SSE2 intrinsics: gcc46 vs. clang contradiction
Alexey Dokuchaev
danfe at nsu.ru
Fri Nov 1 12:47:25 UTC 2013
Hi there,
I've recently encountered a piece of code that uses some SSE2 intrinsics
and builds with gcc46, but not clang: clang can't find _mm_movpi64_epi64(),
while gcc46 defines it in its lib/gcc46/gcc/.../4.6.3/include/emmintrin.h:
extern __inline __m128i __attribute__((__gnu_inline__, __always_inline__, __artificial__))
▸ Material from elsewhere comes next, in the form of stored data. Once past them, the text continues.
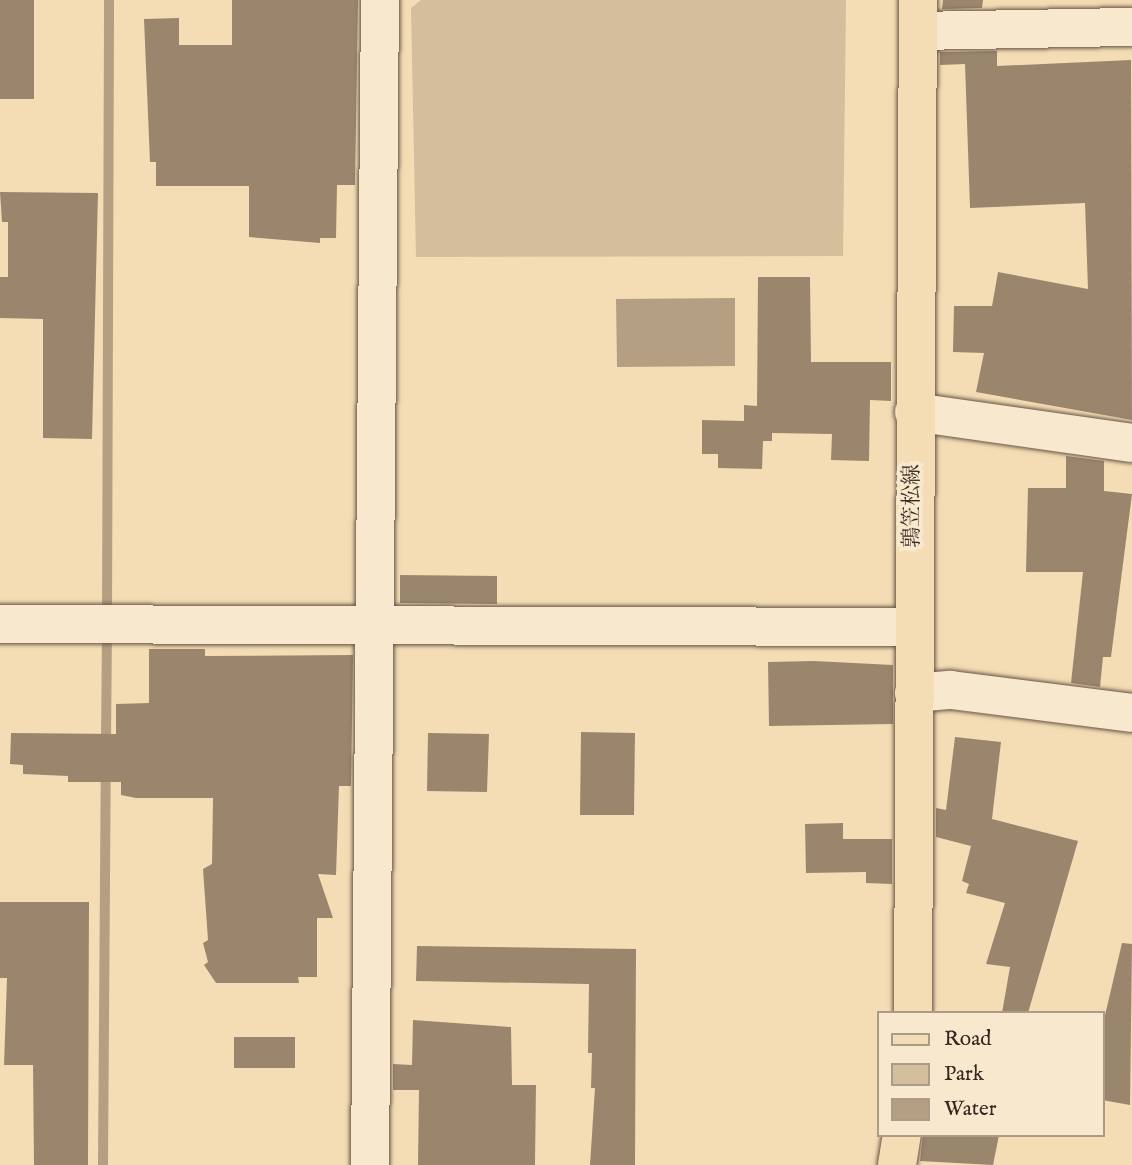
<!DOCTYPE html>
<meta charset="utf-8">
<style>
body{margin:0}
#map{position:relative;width:1132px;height:1165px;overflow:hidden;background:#f4ddb4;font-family:"IM FELL English","Noto Serif JP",serif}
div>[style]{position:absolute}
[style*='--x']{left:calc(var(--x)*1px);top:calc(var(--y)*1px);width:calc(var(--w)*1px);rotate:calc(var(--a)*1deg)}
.green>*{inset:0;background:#d4be9b}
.water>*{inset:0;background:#b49f82}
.stream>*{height:10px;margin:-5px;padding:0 5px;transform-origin:5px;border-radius:5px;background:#b49f82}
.building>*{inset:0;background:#9a866d}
.roads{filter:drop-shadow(0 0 2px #675446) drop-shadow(0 0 2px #675446)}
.minor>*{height:38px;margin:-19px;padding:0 19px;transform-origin:19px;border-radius:19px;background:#f8e9ce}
.major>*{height:38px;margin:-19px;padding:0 19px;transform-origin:19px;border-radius:19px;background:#f4ddb4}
span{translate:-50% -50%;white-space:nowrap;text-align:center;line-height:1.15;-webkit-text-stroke:7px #f8e9ce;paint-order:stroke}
.street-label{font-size:21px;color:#382721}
.legend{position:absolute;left:877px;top:1011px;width:228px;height:126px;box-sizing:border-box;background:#f8e9ce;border:2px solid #ab9b89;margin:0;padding:9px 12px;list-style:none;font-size:21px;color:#382721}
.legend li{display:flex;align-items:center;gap:14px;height:35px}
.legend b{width:35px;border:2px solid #ab9b89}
</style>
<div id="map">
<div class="green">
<div style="clip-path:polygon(421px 0,846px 0,843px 256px,416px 257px,411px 8px)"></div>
</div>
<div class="water">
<div style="clip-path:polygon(735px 298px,735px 366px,617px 367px,616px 299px)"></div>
</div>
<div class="stream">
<div style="--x:107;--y:618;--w:618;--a:-89.81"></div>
<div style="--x:106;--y:744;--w:110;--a:-89.5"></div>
<div style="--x:103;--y:1165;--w:395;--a:-89.6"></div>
</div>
<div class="building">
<div style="clip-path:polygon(0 0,34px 0,34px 99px,0 99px)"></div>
<div style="clip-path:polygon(232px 0,358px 0,355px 185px,337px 185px,336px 238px,320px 238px,320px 243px,249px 237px,249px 186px,156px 186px,156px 162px,150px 162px,144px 19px,179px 18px,179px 45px,232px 45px)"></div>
<div style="clip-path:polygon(943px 0,983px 0,982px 8px,942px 9px)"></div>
<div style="clip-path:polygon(997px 51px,997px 66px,1131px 60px,1132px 420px,976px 392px,984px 353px,953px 352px,954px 306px,992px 306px,998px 272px,1088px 289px,1085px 203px,970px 208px,965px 64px,940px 65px,940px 52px)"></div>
<div style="clip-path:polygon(0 192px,98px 193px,92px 439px,43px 438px,43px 319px,0 318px,0 277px,8px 277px,8px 222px,2px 222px)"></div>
<div style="clip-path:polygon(758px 277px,810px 277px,811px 362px,891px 362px,891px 401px,870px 400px,869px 461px,831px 460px,832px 434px,772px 433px,772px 441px,763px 441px,762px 469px,718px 468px,718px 454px,702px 454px,702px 420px,744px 421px,744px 405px,757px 406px)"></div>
<div style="clip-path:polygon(1066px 456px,1104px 461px,1104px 491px,1132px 494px,1111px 657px,1103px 657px,1100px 687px,1071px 683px,1083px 572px,1026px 572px,1028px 488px,1066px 488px)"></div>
<div style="clip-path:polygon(400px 575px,497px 576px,497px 604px,400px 603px)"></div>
<div style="clip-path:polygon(149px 649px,205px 649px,205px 656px,353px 655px,351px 786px,339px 786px,336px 875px,318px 874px,333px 918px,317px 918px,317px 977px,298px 977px,299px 983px,216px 983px,204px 965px,208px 962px,203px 943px,208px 940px,203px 869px,212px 864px,213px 798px,136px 798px,121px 795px,121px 782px,68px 782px,68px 776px,23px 774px,23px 765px,10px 764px,11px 733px,116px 734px,116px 704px,149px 703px)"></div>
<div style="clip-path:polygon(814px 661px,893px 665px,893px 724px,769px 726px,768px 662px)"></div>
<div style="clip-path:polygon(581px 732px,635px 733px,634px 815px,580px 815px)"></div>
<div style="clip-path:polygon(428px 733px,489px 734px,487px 792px,427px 791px)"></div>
<div style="clip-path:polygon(955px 737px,1001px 742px,992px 819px,1078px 841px,1028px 1013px,1002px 1013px,1010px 967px,986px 964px,1005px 903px,966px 893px,969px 884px,962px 881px,971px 846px,936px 837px,936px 808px,946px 810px)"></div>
<div style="clip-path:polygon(843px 823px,843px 839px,892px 839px,892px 884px,866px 883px,866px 872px,806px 873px,805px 824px)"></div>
<div style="clip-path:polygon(0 902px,89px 902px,88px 1165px,34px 1165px,33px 1065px,4px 1065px,7px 978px,0 978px)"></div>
<div style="clip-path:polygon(1122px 943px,1132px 944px,1130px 1105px,1102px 1100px,1102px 1028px)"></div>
<div style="clip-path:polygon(417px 946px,636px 949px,635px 1165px,590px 1165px,595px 1088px,591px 1088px,592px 1053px,588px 1053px,589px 984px,416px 981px)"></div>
<div style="clip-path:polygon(413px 1020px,511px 1027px,512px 1085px,536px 1085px,535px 1165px,418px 1165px,419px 1090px,393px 1090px,393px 1064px,412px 1065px)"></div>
<div style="clip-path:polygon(234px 1037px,295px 1037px,295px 1068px,234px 1068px)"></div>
<div style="clip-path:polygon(923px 1135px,999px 1135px,993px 1165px,920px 1161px)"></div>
</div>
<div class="roads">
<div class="minor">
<div style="--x:918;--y:31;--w:214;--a:-1.1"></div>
<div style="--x:914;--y:412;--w:220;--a:8.1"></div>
<div style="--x:0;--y:624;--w:912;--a:0.19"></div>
<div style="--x:914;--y:693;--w:37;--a:-5"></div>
<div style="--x:951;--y:690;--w:182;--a:7.2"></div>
<div style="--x:370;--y:1165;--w:1165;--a:-89.51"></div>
</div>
<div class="major">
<div style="--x:913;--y:1013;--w:1013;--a:-89.72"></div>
<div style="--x:897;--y:1165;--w:30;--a:-81"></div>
</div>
</div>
<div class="street-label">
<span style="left:913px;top:506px;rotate:-90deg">鶉笠松線</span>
</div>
<ul class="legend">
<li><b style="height:9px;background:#f4ddb4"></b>Road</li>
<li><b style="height:19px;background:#d4be9b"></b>Park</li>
<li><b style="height:19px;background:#b49f82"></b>Water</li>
</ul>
</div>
_mm_movpi64_epi64 (__m64 __A)
{
return _mm_set_epi64 ((__m64)0LL, __A);
}
extern __inline __m128i __attribute__((__gnu_inline__, __always_inline__, __artificial__))
_mm_set_epi64x (long long __q1, long long __q0)
{
return __extension__ (__m128i)(__v2di){ __q0, __q1 };
}
Now, Clang in /usr/include/clang/3.3/emmintrin.h defines similar function,
but without the `e', _mm_movpi64_pi64():
static __inline__ __m128i __attribute__((__always_inline__, __nodebug__))
_mm_movpi64_pi64(__m64 __a)
{
return (__m128i){ (long long)__a, 0 };
}
So what's going on here? Who is right? What adds to confusion, in their
manual [1] Intel spells them differently themselves: first, in the table,
it says:
_mm_movpi64_epi64 Move MOVDQ2Q
^^^^^
Then later, when they describe what it does, it says:
__m128i _mm_movpi64_pi64(__m64 a)
^^^^
Moves the 64 bits of a to the lower 64 bits of the result, zeroing the
upper bits.
Or I'm just being stupid and confusing two different functions?